TASK TO CARRY OUT
Find every line in the material below with the string "lines" and state how many there are, with no other text.
:: MATERIALS PROVIDED ::
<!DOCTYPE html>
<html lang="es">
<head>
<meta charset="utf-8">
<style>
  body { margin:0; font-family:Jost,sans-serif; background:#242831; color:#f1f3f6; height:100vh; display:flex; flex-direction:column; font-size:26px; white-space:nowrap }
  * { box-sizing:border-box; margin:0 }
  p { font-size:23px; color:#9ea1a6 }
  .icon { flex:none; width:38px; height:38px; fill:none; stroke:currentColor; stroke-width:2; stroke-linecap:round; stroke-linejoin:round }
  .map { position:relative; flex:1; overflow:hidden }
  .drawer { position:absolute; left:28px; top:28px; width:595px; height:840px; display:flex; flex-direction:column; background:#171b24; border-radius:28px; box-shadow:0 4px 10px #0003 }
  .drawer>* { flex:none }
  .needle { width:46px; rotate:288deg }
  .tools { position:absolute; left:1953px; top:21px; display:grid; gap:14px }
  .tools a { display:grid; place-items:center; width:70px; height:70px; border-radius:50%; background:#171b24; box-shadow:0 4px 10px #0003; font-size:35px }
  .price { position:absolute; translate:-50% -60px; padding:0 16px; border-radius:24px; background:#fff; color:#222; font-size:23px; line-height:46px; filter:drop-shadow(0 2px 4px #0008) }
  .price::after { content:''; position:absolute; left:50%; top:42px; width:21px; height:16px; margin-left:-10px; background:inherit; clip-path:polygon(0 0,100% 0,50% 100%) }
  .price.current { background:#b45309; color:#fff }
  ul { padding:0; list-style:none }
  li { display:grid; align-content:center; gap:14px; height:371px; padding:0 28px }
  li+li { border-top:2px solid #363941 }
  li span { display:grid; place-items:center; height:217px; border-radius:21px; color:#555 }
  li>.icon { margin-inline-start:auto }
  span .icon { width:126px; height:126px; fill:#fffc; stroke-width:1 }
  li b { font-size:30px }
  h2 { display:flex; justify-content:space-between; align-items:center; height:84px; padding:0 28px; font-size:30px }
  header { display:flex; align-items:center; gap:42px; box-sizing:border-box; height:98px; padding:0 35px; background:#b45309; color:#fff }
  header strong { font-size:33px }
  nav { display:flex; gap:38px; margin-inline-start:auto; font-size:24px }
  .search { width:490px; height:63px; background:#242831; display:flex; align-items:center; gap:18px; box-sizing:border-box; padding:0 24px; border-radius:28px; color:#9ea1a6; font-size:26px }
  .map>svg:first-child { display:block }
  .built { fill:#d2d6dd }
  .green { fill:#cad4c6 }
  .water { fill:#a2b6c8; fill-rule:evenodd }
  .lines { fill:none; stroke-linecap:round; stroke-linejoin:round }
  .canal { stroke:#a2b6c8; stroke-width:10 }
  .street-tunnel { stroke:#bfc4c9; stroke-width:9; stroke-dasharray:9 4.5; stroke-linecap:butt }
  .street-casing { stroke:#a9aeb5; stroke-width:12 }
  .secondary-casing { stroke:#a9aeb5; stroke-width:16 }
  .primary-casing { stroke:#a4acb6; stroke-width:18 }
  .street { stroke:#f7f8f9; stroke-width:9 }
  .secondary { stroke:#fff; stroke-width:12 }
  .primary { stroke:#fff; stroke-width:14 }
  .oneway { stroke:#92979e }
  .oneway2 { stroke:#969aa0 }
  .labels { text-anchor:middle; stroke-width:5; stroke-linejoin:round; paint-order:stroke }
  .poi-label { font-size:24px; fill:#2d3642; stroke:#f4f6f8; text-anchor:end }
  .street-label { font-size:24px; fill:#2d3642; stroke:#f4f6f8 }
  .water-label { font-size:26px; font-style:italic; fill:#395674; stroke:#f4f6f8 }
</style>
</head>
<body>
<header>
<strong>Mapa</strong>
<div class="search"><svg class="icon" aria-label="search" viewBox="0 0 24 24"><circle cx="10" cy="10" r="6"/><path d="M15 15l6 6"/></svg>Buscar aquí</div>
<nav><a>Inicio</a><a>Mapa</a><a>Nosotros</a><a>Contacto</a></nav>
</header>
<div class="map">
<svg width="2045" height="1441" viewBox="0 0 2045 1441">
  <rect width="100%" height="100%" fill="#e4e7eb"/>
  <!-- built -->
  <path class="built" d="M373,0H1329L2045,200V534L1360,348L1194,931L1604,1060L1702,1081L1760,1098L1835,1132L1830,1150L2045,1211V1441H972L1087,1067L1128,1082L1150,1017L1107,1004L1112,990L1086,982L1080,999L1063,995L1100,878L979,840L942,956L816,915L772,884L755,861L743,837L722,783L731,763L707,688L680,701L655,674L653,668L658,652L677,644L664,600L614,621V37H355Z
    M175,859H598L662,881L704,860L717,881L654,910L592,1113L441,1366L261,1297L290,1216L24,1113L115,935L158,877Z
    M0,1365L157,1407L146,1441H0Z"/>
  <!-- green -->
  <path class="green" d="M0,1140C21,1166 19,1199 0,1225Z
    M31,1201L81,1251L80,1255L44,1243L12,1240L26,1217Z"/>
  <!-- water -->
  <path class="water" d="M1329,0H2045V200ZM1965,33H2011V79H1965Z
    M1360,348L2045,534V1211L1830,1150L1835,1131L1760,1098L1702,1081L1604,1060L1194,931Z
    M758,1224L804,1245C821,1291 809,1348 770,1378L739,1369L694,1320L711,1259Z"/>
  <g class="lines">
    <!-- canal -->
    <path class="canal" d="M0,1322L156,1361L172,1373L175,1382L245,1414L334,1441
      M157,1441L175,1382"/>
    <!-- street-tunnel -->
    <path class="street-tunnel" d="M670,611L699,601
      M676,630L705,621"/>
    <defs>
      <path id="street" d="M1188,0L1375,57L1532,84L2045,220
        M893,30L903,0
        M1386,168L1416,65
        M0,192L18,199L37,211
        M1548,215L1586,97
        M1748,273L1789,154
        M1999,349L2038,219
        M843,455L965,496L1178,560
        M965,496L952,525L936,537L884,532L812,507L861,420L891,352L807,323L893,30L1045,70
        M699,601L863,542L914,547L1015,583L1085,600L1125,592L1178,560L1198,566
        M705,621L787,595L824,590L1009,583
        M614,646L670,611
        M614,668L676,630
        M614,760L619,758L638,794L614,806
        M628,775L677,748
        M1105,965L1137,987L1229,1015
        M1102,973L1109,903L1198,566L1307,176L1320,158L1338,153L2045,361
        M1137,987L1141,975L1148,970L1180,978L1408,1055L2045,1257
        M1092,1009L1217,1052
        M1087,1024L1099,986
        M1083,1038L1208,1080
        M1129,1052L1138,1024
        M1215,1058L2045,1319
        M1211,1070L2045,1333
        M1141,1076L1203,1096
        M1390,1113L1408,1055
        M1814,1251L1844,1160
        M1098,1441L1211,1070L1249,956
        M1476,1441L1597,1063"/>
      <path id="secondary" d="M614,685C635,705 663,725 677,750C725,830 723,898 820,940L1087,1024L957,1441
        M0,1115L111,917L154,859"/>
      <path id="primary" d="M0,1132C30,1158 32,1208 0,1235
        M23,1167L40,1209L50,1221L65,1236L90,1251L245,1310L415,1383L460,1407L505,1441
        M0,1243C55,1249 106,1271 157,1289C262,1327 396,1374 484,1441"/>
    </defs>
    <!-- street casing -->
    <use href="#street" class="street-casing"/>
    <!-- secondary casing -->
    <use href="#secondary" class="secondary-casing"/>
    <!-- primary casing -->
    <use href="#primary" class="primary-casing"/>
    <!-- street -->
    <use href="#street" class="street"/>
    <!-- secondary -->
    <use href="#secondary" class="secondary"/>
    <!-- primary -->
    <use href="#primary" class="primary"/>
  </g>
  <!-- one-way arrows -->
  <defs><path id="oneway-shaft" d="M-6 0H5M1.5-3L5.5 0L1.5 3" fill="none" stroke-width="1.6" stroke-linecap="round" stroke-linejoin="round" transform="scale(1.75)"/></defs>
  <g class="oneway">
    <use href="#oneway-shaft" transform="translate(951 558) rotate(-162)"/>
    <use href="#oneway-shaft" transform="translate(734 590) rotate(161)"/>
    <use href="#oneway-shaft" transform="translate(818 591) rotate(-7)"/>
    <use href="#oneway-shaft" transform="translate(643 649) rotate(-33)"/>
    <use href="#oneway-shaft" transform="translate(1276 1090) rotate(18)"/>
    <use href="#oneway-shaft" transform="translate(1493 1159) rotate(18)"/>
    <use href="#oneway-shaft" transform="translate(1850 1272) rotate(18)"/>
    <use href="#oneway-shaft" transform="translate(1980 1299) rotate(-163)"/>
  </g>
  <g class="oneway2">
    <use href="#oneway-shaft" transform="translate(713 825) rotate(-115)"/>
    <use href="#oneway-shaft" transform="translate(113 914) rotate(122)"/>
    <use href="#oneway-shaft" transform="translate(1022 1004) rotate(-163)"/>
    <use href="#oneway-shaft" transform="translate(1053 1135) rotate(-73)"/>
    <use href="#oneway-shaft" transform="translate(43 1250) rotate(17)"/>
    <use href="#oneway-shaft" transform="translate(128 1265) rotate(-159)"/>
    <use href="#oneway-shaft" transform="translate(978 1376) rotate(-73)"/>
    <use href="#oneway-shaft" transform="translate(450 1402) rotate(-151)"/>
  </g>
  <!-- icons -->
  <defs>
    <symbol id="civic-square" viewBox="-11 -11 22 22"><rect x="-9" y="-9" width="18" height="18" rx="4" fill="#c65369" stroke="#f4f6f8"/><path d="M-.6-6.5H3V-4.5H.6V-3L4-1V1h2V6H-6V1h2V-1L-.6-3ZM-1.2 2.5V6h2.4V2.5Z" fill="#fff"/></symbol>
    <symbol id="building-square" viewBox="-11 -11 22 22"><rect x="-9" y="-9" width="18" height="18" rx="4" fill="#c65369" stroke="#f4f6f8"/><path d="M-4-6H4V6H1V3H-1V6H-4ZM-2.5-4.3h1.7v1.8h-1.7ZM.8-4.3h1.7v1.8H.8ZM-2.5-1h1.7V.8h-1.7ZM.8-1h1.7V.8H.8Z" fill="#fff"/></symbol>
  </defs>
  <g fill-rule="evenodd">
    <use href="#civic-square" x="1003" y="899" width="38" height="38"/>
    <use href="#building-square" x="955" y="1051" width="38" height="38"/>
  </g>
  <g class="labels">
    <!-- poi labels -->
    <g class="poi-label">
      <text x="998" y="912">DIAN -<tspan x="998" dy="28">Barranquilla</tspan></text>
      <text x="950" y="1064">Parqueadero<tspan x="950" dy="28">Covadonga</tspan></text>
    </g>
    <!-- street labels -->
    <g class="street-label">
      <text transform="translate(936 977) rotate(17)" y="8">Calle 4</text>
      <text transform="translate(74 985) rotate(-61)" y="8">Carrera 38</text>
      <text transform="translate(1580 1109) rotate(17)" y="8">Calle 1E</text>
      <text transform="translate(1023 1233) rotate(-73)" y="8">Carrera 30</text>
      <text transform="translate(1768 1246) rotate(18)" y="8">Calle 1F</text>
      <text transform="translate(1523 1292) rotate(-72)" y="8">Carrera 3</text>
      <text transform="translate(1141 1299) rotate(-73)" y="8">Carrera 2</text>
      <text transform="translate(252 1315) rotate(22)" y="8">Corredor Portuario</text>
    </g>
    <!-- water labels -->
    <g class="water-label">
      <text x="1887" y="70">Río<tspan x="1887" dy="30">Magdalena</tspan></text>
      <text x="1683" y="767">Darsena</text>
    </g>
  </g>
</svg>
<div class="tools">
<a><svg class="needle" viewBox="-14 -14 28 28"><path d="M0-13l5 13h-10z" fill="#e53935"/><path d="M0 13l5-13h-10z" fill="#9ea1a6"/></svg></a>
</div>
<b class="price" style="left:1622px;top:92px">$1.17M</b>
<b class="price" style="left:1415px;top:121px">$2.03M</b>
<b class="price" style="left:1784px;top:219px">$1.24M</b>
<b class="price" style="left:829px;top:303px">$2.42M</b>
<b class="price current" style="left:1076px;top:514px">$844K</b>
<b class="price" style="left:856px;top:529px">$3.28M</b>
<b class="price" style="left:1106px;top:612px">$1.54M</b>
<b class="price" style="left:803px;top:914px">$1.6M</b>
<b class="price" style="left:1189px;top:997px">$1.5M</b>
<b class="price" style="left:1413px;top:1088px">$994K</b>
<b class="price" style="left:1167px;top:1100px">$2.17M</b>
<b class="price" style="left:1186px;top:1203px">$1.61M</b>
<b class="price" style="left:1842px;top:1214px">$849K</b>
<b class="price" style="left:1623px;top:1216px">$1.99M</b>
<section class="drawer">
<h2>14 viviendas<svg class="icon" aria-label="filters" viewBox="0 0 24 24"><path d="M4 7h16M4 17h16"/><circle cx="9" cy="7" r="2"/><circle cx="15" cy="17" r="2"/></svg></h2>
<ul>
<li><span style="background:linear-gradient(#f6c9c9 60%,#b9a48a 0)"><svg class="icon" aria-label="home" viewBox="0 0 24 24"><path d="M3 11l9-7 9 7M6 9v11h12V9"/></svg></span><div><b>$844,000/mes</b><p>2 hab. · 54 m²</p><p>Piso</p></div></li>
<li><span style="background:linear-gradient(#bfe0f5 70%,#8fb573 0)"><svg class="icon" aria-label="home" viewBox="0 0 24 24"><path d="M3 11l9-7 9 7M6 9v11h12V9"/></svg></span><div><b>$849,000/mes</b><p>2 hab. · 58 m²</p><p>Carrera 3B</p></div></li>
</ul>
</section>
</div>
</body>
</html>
:::
OUTPUT OF THE EXERCISE
2